Below are some facts about the average American woman’s health; I will cover men’s health next time.
• The average American woman was 5’3 in 1960 and weighed 140.2 pounds; in 2002, the average woman was 5’4 and weighed 164.3 pounds (http://usgovinfo.about.com/od/healthcare/a/tallbutfat.htm).
• Heart disease is the leading cause of death in women 65 and older and the second leading cause of death in women 45-64 (http://www.cdc.gov/features/heartmonth/).
• In 2000, the average woman consumed 1,877 calories per day. In 1971, the average was 1,542 (http://www.faqs.org/nutrition/Diab-Em/Dietary-Trends-American.html).
• 16% of American women engage in daily exercise (http://www.bls.gov/news.release/atus.nr0.htm); the average American watches 4 hours of television daily (http://www.csun.edu/science/health/docs/tv&health.html).

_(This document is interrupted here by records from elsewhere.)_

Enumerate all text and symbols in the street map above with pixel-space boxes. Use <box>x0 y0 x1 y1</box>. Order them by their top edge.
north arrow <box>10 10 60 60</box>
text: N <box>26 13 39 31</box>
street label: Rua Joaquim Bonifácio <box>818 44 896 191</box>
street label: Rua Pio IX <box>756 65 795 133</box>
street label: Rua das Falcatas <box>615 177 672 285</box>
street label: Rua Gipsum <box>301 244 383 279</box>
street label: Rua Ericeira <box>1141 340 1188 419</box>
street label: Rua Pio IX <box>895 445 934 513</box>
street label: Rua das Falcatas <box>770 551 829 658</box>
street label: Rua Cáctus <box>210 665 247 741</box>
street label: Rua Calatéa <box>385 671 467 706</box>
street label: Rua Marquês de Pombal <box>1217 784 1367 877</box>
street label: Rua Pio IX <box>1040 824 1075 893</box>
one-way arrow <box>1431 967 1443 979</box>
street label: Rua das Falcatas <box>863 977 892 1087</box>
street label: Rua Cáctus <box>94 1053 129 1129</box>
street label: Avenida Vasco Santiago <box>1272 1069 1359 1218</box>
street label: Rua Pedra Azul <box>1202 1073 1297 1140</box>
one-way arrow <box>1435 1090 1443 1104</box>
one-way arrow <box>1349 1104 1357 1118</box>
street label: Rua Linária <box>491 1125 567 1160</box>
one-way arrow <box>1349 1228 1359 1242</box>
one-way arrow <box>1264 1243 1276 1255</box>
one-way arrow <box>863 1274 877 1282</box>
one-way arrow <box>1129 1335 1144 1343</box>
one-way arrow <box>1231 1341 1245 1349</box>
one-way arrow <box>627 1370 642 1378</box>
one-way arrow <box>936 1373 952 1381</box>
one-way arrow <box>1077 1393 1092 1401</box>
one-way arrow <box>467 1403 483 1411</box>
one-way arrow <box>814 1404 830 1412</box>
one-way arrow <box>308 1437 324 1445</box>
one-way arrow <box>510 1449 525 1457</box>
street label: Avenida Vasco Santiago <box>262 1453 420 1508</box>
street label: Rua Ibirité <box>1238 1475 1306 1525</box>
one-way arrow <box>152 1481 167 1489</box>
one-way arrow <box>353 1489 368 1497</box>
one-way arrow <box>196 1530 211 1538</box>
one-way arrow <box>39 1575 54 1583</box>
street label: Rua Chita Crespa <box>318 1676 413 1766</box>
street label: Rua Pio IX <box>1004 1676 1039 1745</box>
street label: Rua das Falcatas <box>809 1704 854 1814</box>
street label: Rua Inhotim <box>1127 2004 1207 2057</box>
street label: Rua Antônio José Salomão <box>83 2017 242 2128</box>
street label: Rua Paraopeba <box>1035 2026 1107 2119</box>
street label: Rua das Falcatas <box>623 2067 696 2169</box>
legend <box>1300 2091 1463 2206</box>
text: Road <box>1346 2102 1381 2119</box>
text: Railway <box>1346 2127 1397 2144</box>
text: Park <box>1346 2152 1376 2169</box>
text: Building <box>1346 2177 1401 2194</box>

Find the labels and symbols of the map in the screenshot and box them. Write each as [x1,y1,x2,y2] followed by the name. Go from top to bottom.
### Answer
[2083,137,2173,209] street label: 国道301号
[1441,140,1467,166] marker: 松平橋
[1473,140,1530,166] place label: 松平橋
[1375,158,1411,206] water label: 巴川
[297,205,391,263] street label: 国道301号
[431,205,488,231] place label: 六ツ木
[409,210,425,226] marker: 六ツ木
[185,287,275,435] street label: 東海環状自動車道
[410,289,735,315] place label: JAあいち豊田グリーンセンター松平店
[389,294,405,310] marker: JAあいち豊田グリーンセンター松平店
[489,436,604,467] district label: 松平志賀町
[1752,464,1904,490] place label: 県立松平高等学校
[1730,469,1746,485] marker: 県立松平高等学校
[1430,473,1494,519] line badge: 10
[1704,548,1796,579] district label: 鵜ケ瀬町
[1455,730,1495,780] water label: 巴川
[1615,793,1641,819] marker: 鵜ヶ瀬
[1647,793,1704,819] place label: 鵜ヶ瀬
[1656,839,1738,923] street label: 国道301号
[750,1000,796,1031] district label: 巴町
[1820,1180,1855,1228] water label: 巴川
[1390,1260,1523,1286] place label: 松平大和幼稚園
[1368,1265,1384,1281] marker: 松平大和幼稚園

• The most common reason people (not just women) give for not exercising is lack of time (http://www.msnbc.msn.com/id/6391079/).
• Women who lift weights not only reduce their risk of osteoporosis, they also experience less weight gain in middle age, particularly in the abdominal region (http://www.philly.com/inquirer/magazine/20100802_Weightlifting_professor_attests_to_health_benefits.html). (This is an interesting article, and worthwhile read if you are interested in some of the reasearch being done).
The take home message is American women are eating more and moving less than we did thirty years ago. This can be blamed on technological advances, the fact that we drive more, and the accessibility of fast food, among other things. As a result, we have to make a more concerted effort to move and pay attention to what we are eating. Try things like having a “no TV Tuesday” at your house, or joining thousands of Americans for “meatless Mondays.” Other ways to incorporate activity into your everyday life are take the parking spot farther away, always take the stairs, and commit to walking the dog everyday- even if you don’t have one.